Instructions for the task: Wherever "unlabelled" turns up in a line of the entries below, that line counts. Say how many such lines there are, with no other words.

Material for the task:
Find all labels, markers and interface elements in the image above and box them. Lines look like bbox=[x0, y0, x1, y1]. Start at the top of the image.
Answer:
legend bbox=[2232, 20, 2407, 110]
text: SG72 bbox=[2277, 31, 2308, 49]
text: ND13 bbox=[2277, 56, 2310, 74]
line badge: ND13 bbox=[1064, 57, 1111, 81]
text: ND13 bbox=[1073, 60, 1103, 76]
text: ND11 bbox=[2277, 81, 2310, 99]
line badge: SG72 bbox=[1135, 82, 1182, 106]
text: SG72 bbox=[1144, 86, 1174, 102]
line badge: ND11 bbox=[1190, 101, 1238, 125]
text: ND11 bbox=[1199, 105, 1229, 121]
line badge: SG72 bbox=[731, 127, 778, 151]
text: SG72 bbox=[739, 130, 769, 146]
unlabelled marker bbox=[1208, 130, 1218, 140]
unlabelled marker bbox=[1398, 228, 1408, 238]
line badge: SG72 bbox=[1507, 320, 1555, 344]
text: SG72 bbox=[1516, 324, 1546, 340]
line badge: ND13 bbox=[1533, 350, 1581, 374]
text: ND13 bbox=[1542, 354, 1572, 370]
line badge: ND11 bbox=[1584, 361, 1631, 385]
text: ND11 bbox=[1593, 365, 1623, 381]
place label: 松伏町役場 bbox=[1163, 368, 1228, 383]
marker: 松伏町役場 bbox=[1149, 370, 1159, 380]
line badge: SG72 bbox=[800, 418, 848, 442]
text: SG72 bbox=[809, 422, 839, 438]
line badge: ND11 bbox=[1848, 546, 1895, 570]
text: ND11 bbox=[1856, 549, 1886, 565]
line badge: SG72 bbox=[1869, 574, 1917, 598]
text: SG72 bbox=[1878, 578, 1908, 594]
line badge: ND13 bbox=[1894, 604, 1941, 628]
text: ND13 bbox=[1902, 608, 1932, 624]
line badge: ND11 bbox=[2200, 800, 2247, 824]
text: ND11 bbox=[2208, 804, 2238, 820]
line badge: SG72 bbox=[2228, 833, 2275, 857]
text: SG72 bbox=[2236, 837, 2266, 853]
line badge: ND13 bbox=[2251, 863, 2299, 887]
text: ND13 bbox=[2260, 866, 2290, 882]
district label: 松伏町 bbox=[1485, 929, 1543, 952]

Exercise answer: 2